Wednesday, November 23, 2011

Don't take financial advice from gamers

MMOClash reports a financial analyst downgraded Activision Blizzard stock from "buy" to "neutral" based on an online survey with 381 gamer participants. Now personally I wouldn't buy Activision Blizzard shares; their main cash cow is aging, and the games business is extremely volatile. But I do have doubts whether accurate financial forecasts can be achieved by asking a few hundred gamers.

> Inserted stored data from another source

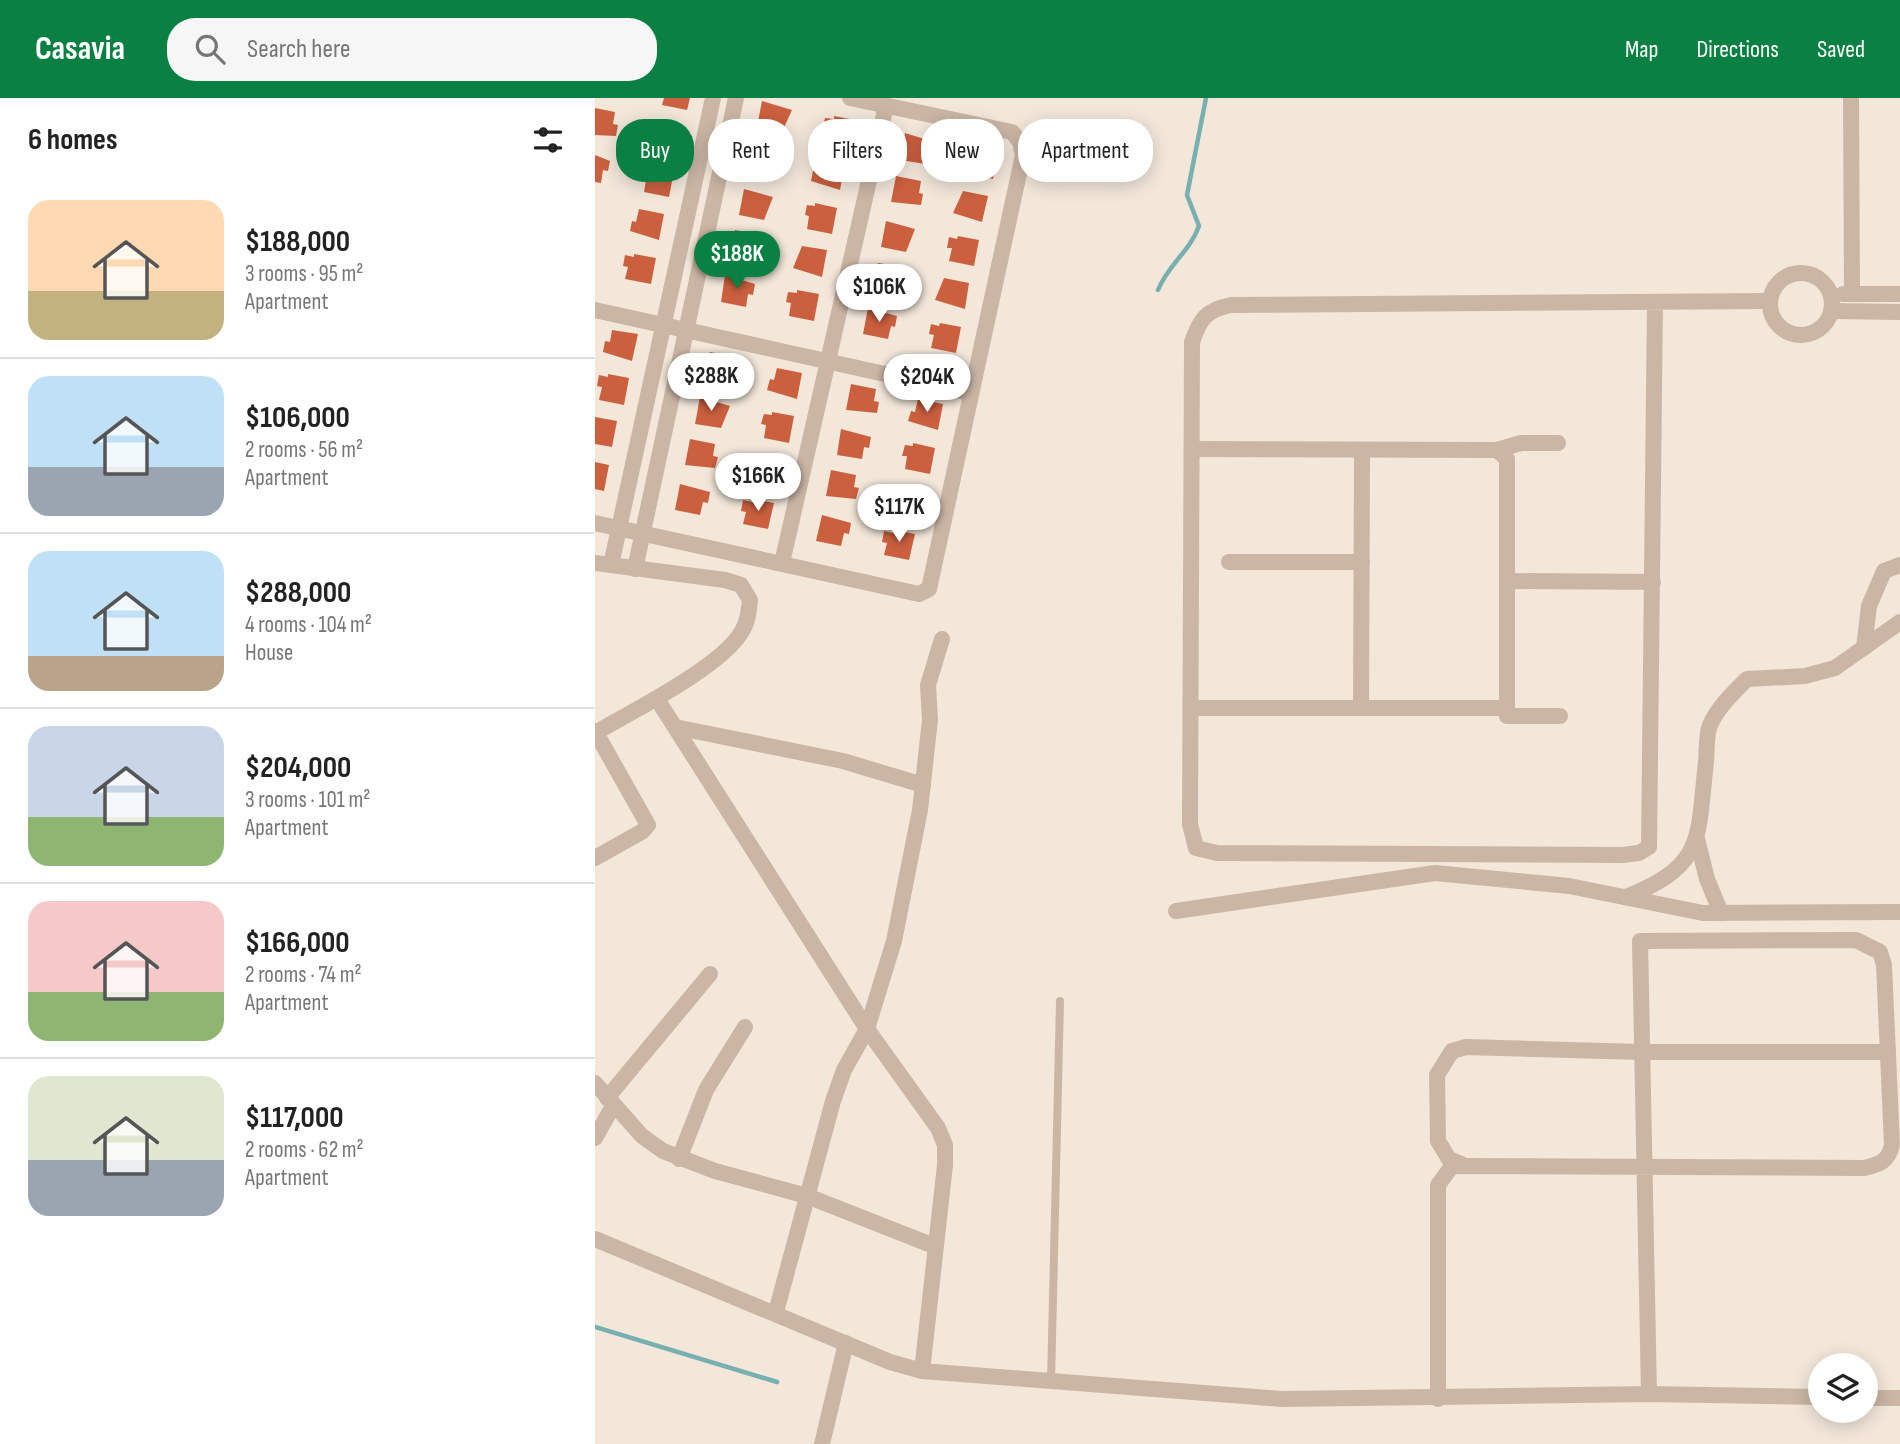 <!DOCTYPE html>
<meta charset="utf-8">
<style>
:root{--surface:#fff;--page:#f6f6f6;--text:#222;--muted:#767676;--line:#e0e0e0;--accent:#0b8043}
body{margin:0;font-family:"Sofia Sans Condensed",sans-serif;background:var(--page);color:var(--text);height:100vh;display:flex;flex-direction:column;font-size:26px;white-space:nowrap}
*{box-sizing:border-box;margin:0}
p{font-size:23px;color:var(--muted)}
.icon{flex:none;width:38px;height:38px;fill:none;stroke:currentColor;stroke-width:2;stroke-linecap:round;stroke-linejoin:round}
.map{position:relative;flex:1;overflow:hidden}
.details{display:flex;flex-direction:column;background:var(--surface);width:595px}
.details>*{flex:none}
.guide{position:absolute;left:21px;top:21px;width:665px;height:63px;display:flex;gap:14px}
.buttons{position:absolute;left:1213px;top:1255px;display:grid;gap:14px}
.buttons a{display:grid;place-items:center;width:70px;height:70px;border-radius:50%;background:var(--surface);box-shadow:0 4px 18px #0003;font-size:35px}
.price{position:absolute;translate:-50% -60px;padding:0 16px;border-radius:24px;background:#fff;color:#222;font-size:23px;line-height:46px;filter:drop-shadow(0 2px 4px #0008)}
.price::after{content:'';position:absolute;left:50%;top:42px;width:21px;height:16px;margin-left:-10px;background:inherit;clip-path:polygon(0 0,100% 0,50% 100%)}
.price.selected{background:var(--accent);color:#fff}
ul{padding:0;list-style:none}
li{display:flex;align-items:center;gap:21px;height:175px;padding:0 28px}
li+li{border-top:2px solid var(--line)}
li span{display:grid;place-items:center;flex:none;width:196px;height:140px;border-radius:21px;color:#555}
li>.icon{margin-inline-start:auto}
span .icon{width:84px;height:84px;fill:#fffc;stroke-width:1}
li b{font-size:30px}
h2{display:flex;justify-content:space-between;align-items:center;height:84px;padding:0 28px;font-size:30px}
.pill{padding:0 24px;border-radius:28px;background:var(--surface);box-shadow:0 4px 18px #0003;font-size:24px;line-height:63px}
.pill.selected{background:var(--accent);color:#fff}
header{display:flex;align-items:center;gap:42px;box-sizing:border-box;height:98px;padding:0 35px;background:var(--accent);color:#fff}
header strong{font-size:33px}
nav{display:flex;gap:38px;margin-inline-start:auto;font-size:24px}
.search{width:490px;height:63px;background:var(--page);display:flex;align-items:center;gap:18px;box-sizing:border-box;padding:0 24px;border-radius:28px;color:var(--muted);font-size:26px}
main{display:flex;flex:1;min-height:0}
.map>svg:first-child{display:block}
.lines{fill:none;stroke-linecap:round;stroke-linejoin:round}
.stream{stroke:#78afb1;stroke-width:4.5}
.building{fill:#cb603f}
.service{stroke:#cbb6a5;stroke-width:8}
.minor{stroke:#cbb6a5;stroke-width:16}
</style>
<header>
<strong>Casavia</strong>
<div class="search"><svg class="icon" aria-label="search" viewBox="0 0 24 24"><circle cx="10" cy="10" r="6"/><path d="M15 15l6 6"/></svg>Search here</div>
<nav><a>Map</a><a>Directions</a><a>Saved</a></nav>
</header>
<main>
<section class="details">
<h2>6 homes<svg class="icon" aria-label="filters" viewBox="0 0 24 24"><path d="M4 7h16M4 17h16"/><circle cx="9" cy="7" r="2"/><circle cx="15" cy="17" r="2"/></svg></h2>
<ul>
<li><span style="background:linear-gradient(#ffd9b3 65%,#c2b280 0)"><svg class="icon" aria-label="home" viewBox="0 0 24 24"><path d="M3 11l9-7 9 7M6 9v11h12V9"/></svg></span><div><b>$188,000</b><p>3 rooms · 95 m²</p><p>Apartment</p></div></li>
<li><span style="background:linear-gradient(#bfe0f5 65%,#9aa5b1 0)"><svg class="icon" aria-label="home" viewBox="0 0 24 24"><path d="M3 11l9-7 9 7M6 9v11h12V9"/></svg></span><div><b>$106,000</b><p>2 rooms · 56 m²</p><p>Apartment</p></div></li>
<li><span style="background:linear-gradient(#bfe0f5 75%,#b9a48a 0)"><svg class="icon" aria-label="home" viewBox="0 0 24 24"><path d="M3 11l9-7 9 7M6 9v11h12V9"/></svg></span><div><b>$288,000</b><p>4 rooms · 104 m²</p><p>House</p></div></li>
<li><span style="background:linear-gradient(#c9d6e8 65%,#8fb573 0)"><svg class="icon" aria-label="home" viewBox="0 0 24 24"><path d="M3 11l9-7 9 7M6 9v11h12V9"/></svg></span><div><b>$204,000</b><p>3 rooms · 101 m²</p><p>Apartment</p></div></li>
<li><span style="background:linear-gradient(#f6c9c9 65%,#8fb573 0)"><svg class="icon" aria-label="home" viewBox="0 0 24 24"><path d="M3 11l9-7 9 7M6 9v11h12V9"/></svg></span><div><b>$166,000</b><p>2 rooms · 74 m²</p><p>Apartment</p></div></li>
<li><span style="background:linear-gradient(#dfe7d0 60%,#9aa5b1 0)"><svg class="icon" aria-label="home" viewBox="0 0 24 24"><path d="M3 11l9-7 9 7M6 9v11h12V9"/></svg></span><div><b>$117,000</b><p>2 rooms · 62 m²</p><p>Apartment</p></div></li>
</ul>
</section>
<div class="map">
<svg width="1305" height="1346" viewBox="0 0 1305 1346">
<rect width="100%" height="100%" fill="#f3e7da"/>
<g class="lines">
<!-- stream -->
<g class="stream">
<path d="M 563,192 C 573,167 595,153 604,128 L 592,97 L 611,0"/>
<path d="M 0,1229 L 182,1284"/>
</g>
</g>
<!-- building -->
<g class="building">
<path d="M 69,0 L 95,0 L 92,12 L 67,7 Z"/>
<path d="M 167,3 L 197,12 L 187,34 L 162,29 Z"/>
<path d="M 0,10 L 20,14 L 18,26 L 23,27 L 21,38 L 0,37 Z"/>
<path d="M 239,18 L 260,22 L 256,48 L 230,44 L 233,31 L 228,30 L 230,20 L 239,21 Z"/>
<path d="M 62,24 L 87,29 L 82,55 L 53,47 Z"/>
<path d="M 310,35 L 339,44 L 337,55 L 332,54 L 330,66 L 305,62 Z"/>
<path d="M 158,46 L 184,50 L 181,63 L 186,64 L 184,75 L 154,72 Z"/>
<path d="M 382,50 L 403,54 L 398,81 L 373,76 L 375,63 L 371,62 L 373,52 L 381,53 Z"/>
<path d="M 0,57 L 15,63 L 13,73 L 8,72 L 6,85 L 0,84 Z"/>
<path d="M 225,61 L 250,65 L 245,92 L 216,83 L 218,73 L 223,73 Z"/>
<path d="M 57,69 L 79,73 L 74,99 L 49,94 L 51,82 L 46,81 L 48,70 L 57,72 Z"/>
<path d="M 301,78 L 326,83 L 324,95 L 328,96 L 326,107 L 296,104 Z"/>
<path d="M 149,91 L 178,99 L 169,122 L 144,117 Z"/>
<path d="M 368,93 L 393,98 L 387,124 L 358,115 Z"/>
<path d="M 220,105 L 242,110 L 237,136 L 212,131 L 214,118 L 210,117 L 212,107 L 220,108 Z"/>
<path d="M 44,111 L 69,116 L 64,142 L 35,133 L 37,123 L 41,124 Z"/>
<path d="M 291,123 L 320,131 L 311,154 L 286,149 Z"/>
<path d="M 140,132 L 165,137 L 163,150 L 168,151 L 166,162 L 135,159 Z"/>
<path d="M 363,138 L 384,142 L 379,168 L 354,163 L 357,150 L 352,150 L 354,139 L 362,141 Z"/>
<path d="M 207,148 L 232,152 L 227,179 L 198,170 Z"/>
<path d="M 39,156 L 61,160 L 56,186 L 30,181 L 33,169 L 28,168 L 30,157 L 39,159 Z"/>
<path d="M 283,165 L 308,169 L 305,182 L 310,183 L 308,194 L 278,191 Z"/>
<path d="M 130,177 L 160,186 L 158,197 L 153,196 L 151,209 L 126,204 Z"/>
<path d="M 349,180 L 374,185 L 370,211 L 340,202 Z"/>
<path d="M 202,192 L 224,196 L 219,223 L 194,218 L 196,205 L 191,204 L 193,194 L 202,195 Z"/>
<path d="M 273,210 L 302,218 L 300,229 L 296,228 L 293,241 L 268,236 Z"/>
<path d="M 345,225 L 366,229 L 361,255 L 336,250 L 339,237 L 334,236 L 336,226 L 344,228 Z"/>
<path d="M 17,232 L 43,236 L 37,263 L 8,254 L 10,243 L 15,244 Z"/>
<path d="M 115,254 L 140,259 L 138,272 L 142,273 L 141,283 L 110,281 Z"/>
<path d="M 182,270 L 207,275 L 202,301 L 172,292 L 175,281 L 179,282 Z"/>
<path d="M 13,276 L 34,280 L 29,307 L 4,302 L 7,289 L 2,288 L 4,277 L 13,279 Z"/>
<path d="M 256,286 L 281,291 L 279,303 L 284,304 L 282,315 L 251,312 Z"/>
<path d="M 105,299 L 135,308 L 126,330 L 100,326 Z"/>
<path d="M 323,301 L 348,306 L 343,332 L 313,323 L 316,313 L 320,314 Z"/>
<path d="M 177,314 L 199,318 L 194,345 L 169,340 L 171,327 L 166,326 L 169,316 L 177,317 Z"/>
<path d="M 0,319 L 22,323 L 17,349 L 0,346 Z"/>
<path d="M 246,331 L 276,339 L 274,350 L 269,349 L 267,361 L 242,357 Z"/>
<path d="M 95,341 L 120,346 L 118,358 L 123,359 L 120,370 L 90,367 Z"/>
<path d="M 318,345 L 340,350 L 335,376 L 310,371 L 312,358 L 307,358 L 310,347 L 318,348 Z"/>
<path d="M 165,357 L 187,361 L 182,387 L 157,382 L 159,369 L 155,369 L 157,358 L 165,360 Z"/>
<path d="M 0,364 L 14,367 L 9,393 L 0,391 Z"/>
<path d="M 236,372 L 261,377 L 259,389 L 264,390 L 261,401 L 231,398 Z"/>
<path d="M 85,386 L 115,394 L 113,405 L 108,404 L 105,417 L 80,412 Z"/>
<path d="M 303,387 L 328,392 L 323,418 L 294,410 Z"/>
<path d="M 157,401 L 179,405 L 173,431 L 148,426 L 151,414 L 146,413 L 148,402 L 157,404 Z"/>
<path d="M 227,417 L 256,425 L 254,436 L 249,435 L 246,448 L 221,443 Z"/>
<path d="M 298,432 L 320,436 L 314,462 L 289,457 L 292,445 L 287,444 L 289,433 L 298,435 Z"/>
</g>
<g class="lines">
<!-- service -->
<path class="service" d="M 456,1284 L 465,903"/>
<!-- minor -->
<g class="minor">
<path d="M 1256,0 L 1257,196"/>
<circle cx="1206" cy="206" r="31"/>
<path d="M 1248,196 L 1305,196"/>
<path d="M 1060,204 L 1054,749 L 1044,755 L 1027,757 L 622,755 L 601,750 L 595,726 L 597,244 C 605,221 611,212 636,207 L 1174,203"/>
<path d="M 0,212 L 376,295"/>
<path d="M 1236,213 L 1305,214"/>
<path d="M 597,351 L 902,352 L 926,345 L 963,345"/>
<path d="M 902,352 L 912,361 L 912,618 L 965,618"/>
<path d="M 0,425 L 324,496 L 334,491 L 428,57 L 425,44 L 417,34 L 255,0"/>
<path d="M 634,464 L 767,464"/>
<path d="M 0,465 L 130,482 L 146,487 L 155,502 C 154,512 153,524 147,533 C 128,568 36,614 0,635"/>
<path d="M 187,465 L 291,8"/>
<path d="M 16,467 L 118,0"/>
<path d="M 40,471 L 141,0"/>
<path d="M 912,483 L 1058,484"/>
<path d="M 1269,550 L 1274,508 L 1289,473 L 1305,467"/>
<path d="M 62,601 L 272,931 L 343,1030 L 350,1047 L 350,1067 L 327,1273"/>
<path d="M 766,609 L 767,353"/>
<path d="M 596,610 L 912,610"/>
<path d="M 80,629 L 248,663 L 328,687"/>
<path d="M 0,633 L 53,727 L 48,733 L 0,760"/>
<path d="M 1102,741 L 1112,781 L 1126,815"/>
<path d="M 1031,799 C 1111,767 1102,741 1111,664 C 1112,653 1111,637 1115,627 C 1123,609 1139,594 1152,581 L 1210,578 L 1240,570 L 1305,524"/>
<path d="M 581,813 L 840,775 L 974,788 L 1108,815 L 1305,814"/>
<path d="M 0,985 L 47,1038 L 68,1053 L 120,1073 L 212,1098 L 339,1148"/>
<path d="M 12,1000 L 115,876"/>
<path d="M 0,1040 L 18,1008"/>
<path d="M 84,1061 L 111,992 L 150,929"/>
<path d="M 866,1066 L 854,1061 L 843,1043 L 842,977 L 857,953 L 871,949 L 1047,954 L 1293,954"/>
<path d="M 0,1141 L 295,1264 L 327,1273 L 687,1301 L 1054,1296 L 1225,1299"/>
<path d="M 181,1214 L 238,1003 L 249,972 L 272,931 L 299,843 L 325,712 L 335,622 L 333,587 L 347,541"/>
<path d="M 1270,1300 L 1305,1300"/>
<path d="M 843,1301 L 843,1087 L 857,1068 L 1269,1070 C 1285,1066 1293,1064 1297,1047 L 1289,867 L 1285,854 L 1261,842 L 1045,843 L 1054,1296"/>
<path d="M 227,1346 L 251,1245"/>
</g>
</g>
</svg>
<div class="buttons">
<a><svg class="icon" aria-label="layers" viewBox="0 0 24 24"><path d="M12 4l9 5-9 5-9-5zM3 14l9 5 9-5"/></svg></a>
</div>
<b class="price selected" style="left:142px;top:193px">$188K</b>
<b class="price" style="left:284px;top:226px">$106K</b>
<b class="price" style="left:116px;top:315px">$288K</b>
<b class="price" style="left:332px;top:316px">$204K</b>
<b class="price" style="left:163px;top:415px">$166K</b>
<b class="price" style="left:304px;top:446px">$117K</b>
<div class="guide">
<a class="pill selected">Buy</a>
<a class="pill">Rent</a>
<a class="pill">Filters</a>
<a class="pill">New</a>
<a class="pill">Apartment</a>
</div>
</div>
</main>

The first problem with asking gamers for financial forecasts is that you can't get a representative sample. People reading game sites and blogs, and willing to fill out surveys, are already a minority with a stronger than average interest and emotional investment in games. The second problem is that opinions about games usually overshoot the target. It's all hype and talk about the best game ever when a game is new, followed by all gloom and doom predictions. The usual train of thought goes like this: "I lost interest in this game. So the game must have become much worse, and everybody else must lose interest as well. The game is doomed.". You basically get mostly extrapolations where one guy looks at a sample of one, himself, and uses that to predict the behavior of 10 million players. That is statistically unlikely to give a good result.

If we could make accurate financial forecasts about game company shares based on let's say having lost interest in WoW and having liked SWTOR in the beta, we would all be rich. The fact that we aren't tells us that our opinions might be interesting to discuss, but can hardly be considered solid financial forecasting information.